## [Assignment]
Set down the data again word for word. Skip any pictures.

## [Supplied information]

┌────────

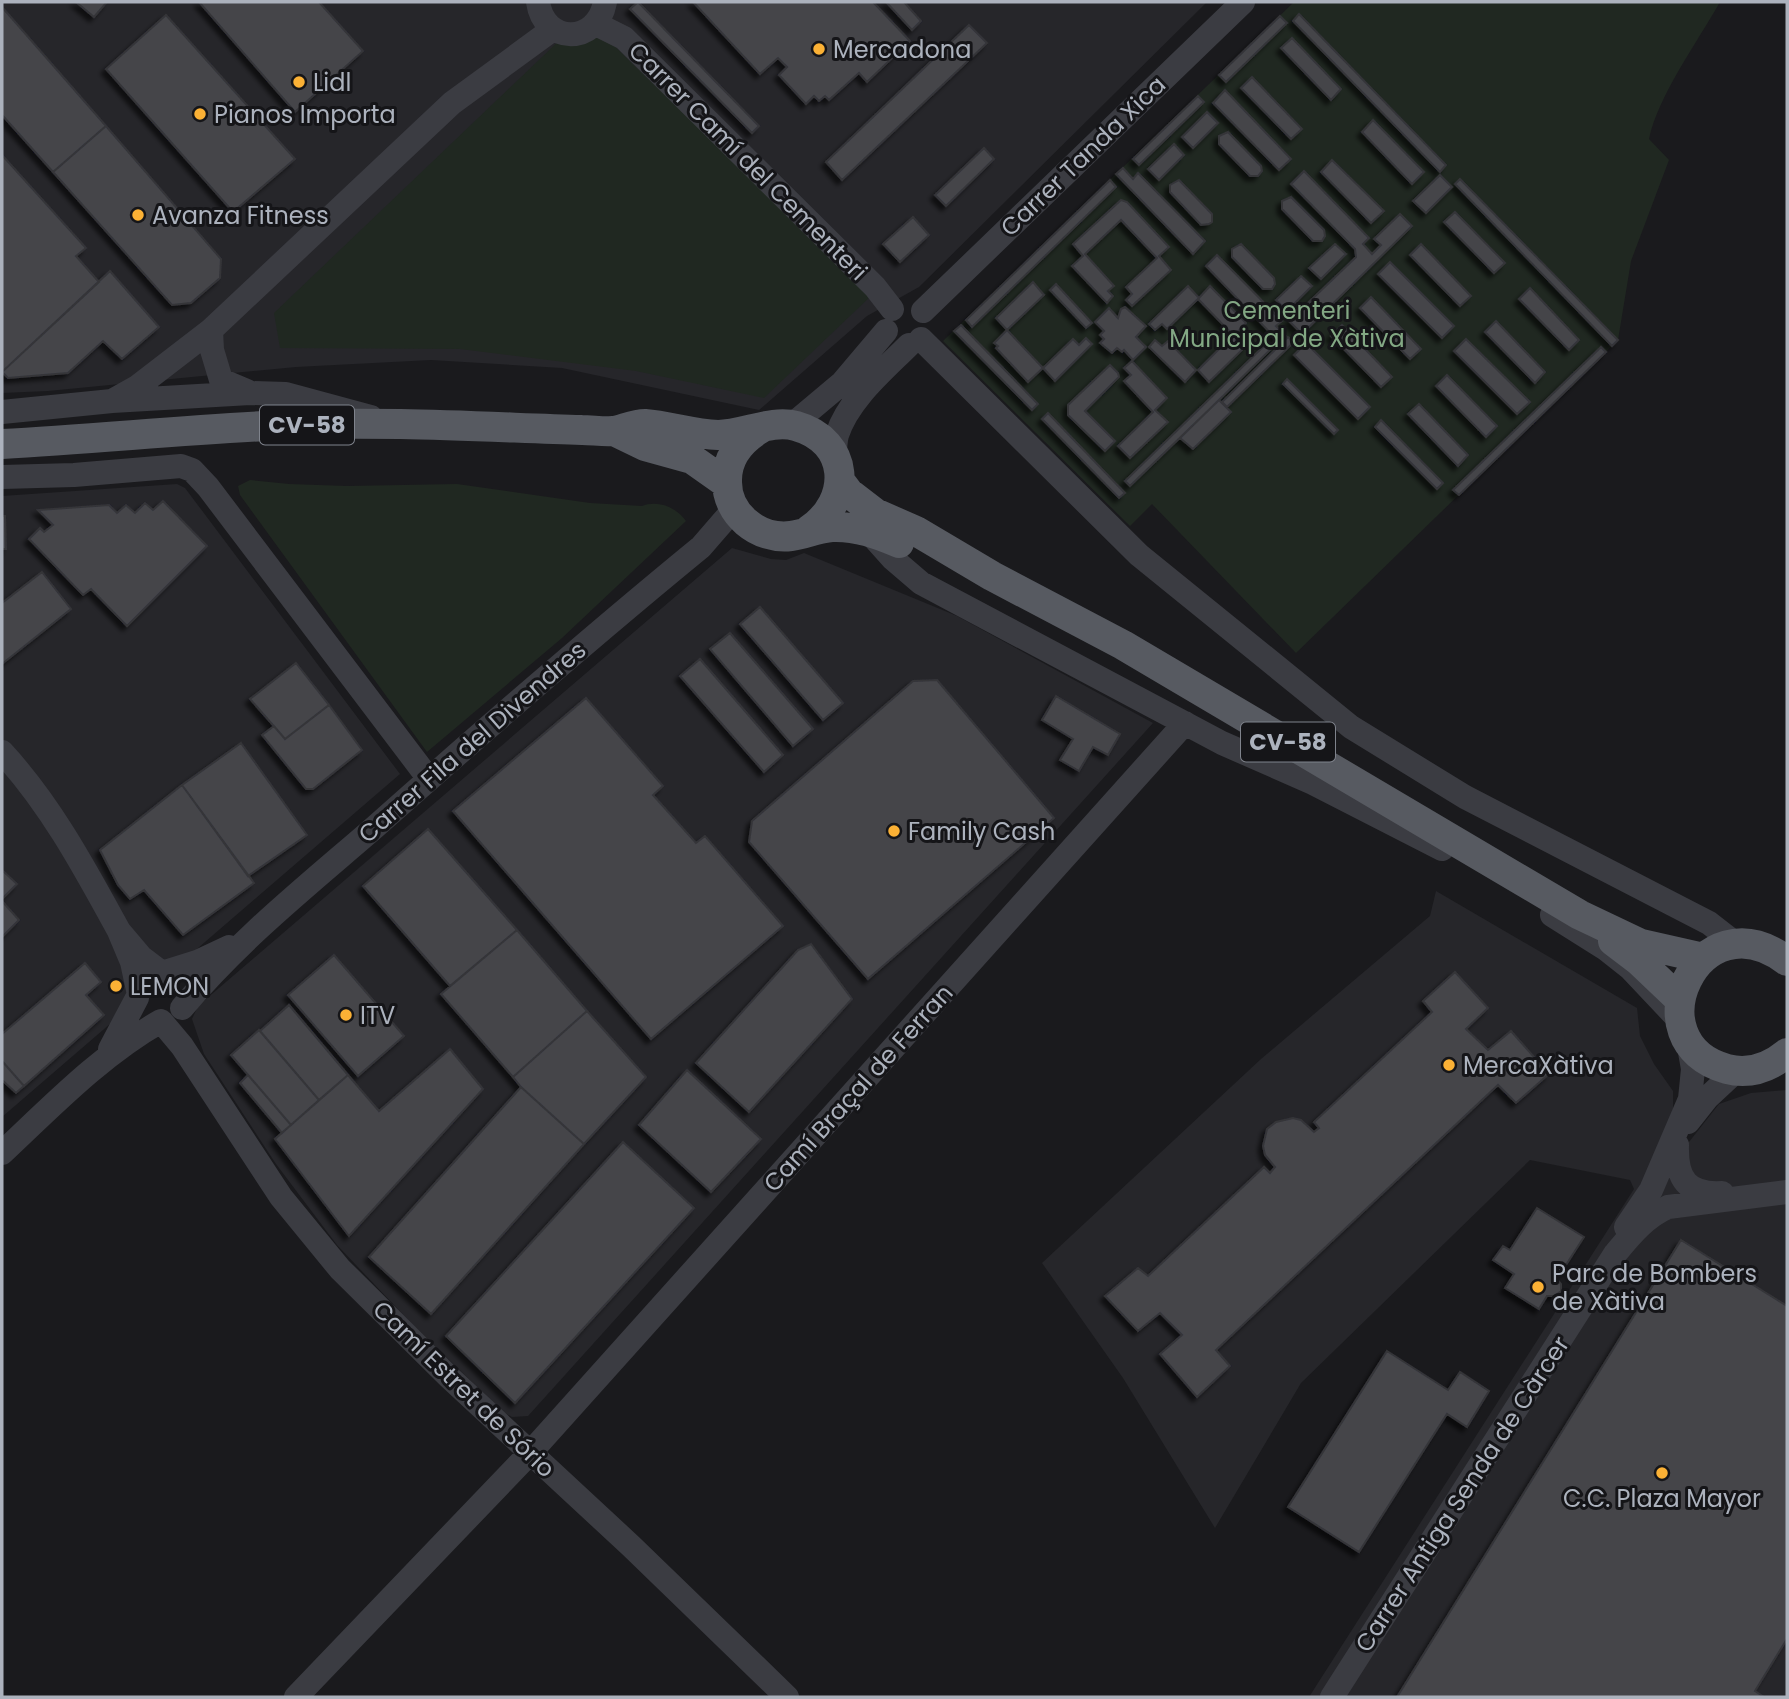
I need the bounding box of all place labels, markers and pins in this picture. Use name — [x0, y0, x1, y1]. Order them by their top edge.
place label: Mercadona — [833, 33, 971, 66]
marker: Mercadona — [811, 41, 827, 57]
place label: Lidl — [313, 66, 351, 99]
marker: Lidl — [291, 74, 307, 90]
place label: Pianos Importa — [214, 98, 396, 131]
marker: Pianos Importa — [192, 106, 208, 122]
place label: Avanza Fitness — [152, 199, 329, 232]
marker: Avanza Fitness — [130, 207, 146, 223]
place label: Family Cash — [908, 815, 1055, 848]
marker: Family Cash — [886, 823, 902, 839]
place label: LEMON — [130, 970, 209, 1003]
marker: LEMON — [108, 978, 124, 994]
place label: ITV — [360, 999, 395, 1032]
marker: ITV — [338, 1007, 354, 1023]
place label: MercaXàtiva — [1463, 1049, 1614, 1082]
marker: MercaXàtiva — [1441, 1057, 1457, 1073]
place label: Parc de Bombers de Xàtiva — [1552, 1257, 1757, 1318]
marker: Parc de Bombers de Xàtiva — [1530, 1279, 1546, 1295]
marker: C.C. Plaza Mayor — [1654, 1465, 1670, 1481]
place label: C.C. Plaza Mayor — [1563, 1482, 1761, 1515]

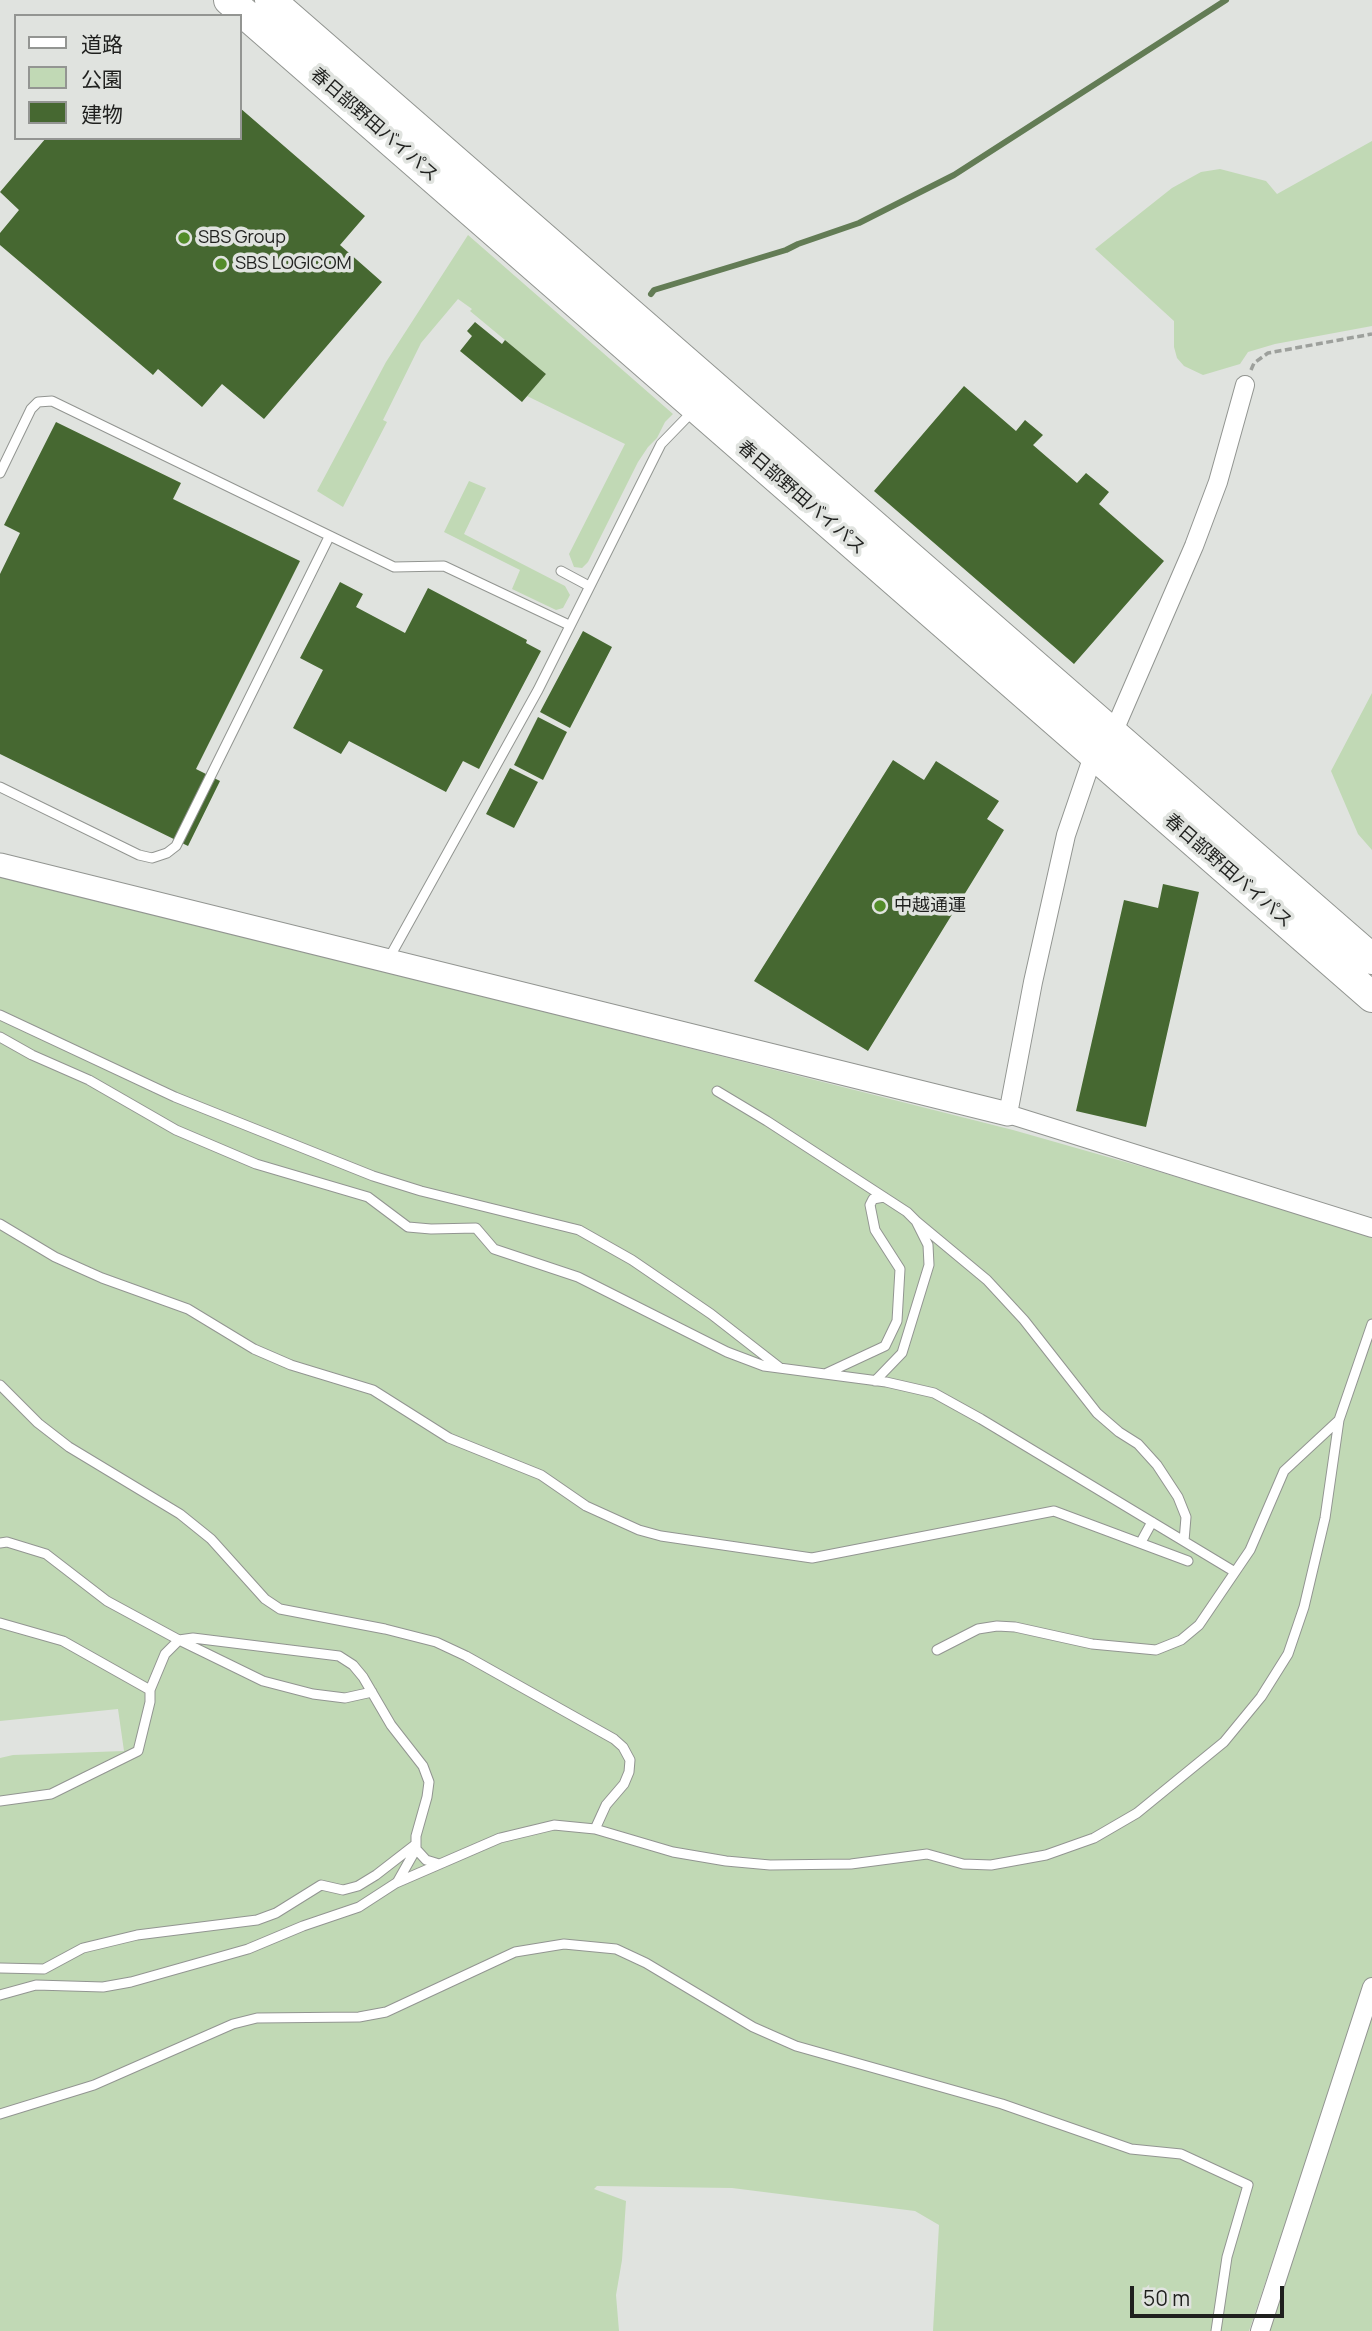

└────────

## [Solution for this exercise]
I need the bounding box of all place labels, markers and pins in this picture. Use name — [x0, y0, x1, y1]. Order them by their top edge.
place label: Mercadona — [833, 33, 971, 66]
marker: Mercadona — [811, 41, 827, 57]
place label: Lidl — [313, 66, 351, 99]
marker: Lidl — [291, 74, 307, 90]
place label: Pianos Importa — [214, 98, 396, 131]
marker: Pianos Importa — [192, 106, 208, 122]
place label: Avanza Fitness — [152, 199, 329, 232]
marker: Avanza Fitness — [130, 207, 146, 223]
place label: Family Cash — [908, 815, 1055, 848]
marker: Family Cash — [886, 823, 902, 839]
place label: LEMON — [130, 970, 209, 1003]
marker: LEMON — [108, 978, 124, 994]
place label: ITV — [360, 999, 395, 1032]
marker: ITV — [338, 1007, 354, 1023]
place label: MercaXàtiva — [1463, 1049, 1614, 1082]
marker: MercaXàtiva — [1441, 1057, 1457, 1073]
place label: Parc de Bombers de Xàtiva — [1552, 1257, 1757, 1318]
marker: Parc de Bombers de Xàtiva — [1530, 1279, 1546, 1295]
marker: C.C. Plaza Mayor — [1654, 1465, 1670, 1481]
place label: C.C. Plaza Mayor — [1563, 1482, 1761, 1515]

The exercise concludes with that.